There was an election a few years ago in Switzerland wherein one of the parties that now passes for “conservative” in Europe campaigned against the building of a mosque by depicting minarets as rockets. The message couldn’t have been clearer: they’re coming to get us with their crazy minaret thingies; hide the cuckoo clocks! Kutluğ Ataman may have had the controversy in mind when he put together his ambitious, powerful, lovingly rendered, and completely fake “documentary”, Journey to the Moon on show at Thomas Dane Gallery until Sunday.

In the film, a group of villagers in deepest darkest Anatolia have a bright idea about sending a man to the moon in a rocket made from a converted minaret. Hilarity, pathos, poignancy, and courage ensue. The tale is set in 1957, more than a decade before the real moon journey taken by Neil Armstrong and company. Tantalisingly plausible, the story has a Marquezean humour about it and the “archival” footage evokes the Méliès brothers’ early cinematic special effects masterpiece of the same title.
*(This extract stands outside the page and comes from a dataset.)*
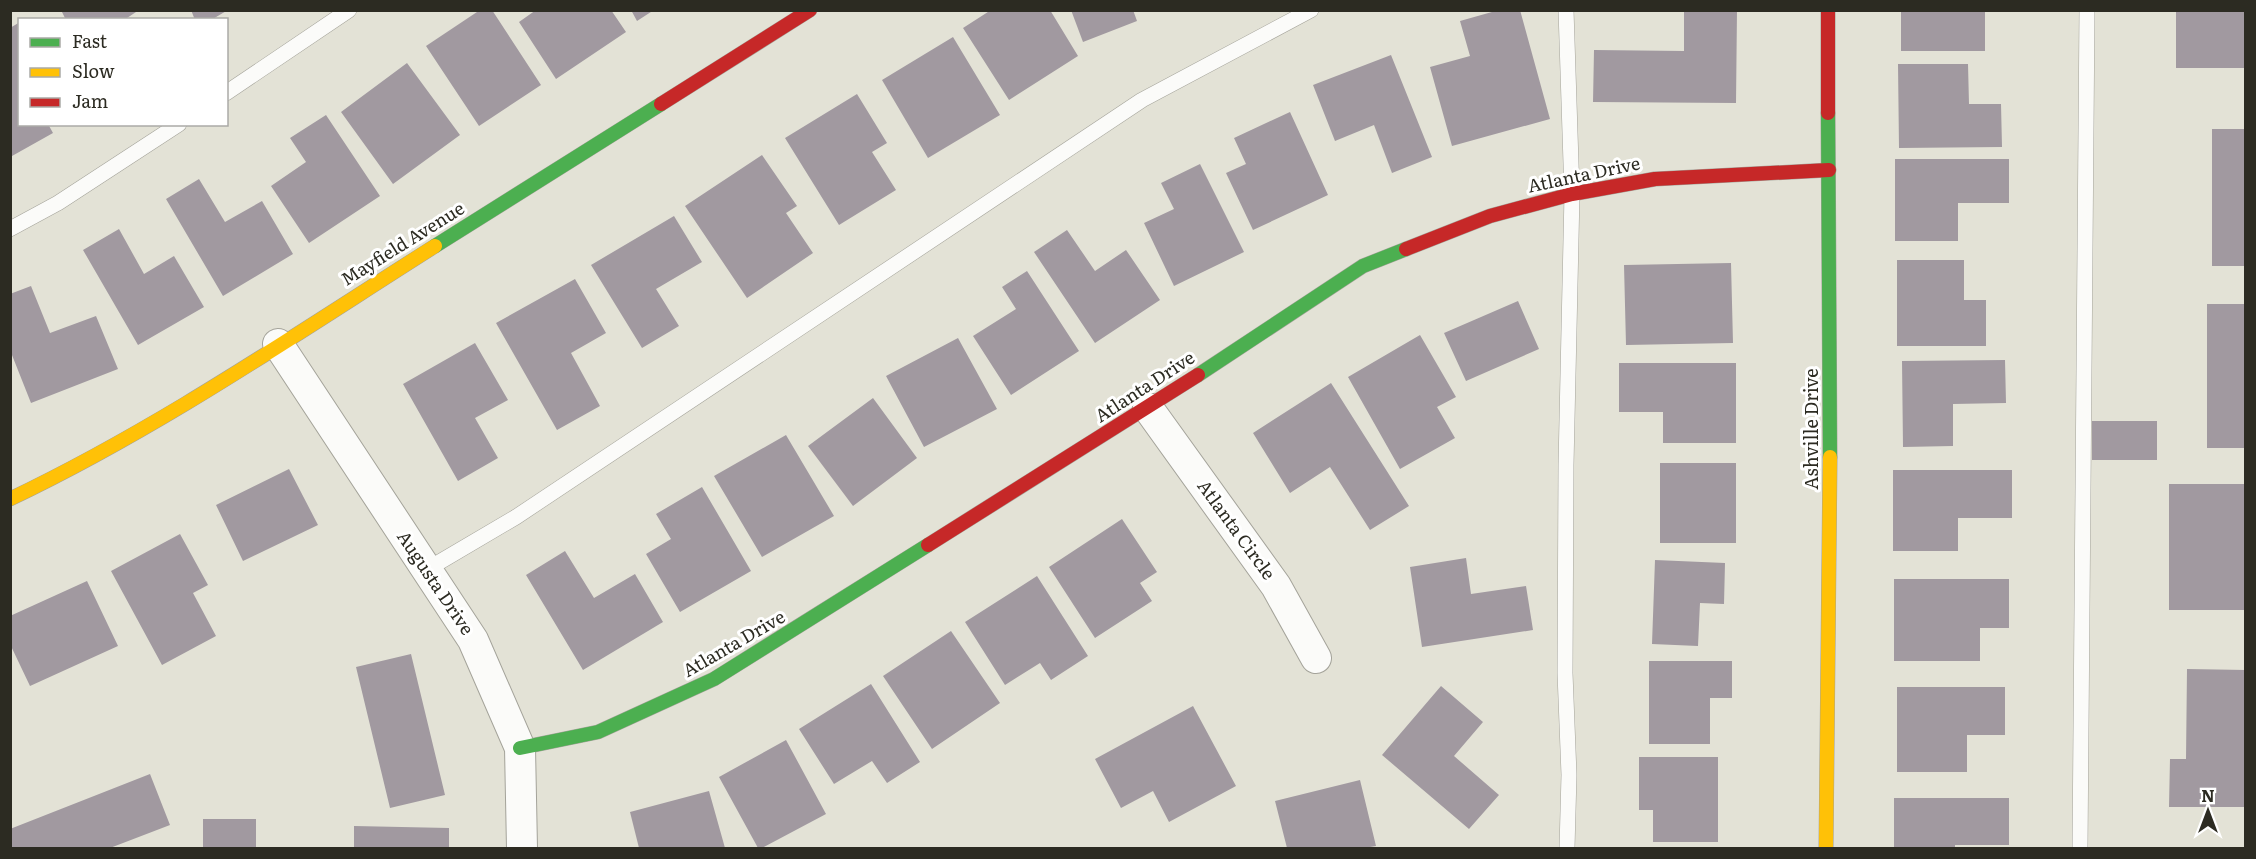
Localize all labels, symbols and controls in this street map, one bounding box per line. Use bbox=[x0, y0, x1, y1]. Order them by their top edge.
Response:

So it works as a satisfying little mockumentary, but is it art? It’s a multi-channel video so that makes it art, right? That’s increasingly the logic: if you don’t show it on multiple channels, people will think, why am I in a gallery and not in my underwear watching this on Youtube? Ergo: not an art video, just a stopping point between sneezing aardvarks.

I’m pleased to say that the multi-channel approach isn’t just a short-cut to artiness. In keeping the photographic images of documenting the “original” flight on one channel and the talking heads – in this case, the heads of historical scholars, aviation engineers, legal experts and animal rights activists, on the other – Ataman essentially reifies the difficulty of reflecting on past events. Contemporary theories proliferate, and the bare facts of any given historical moment in the pre-cameraphone age are rendered in sketchy if tantalising exaptations which inevitably leave out more than they reveal. Into these interstices we pour our own needs, concerns, agendas and desires, Ataman seems to be saying.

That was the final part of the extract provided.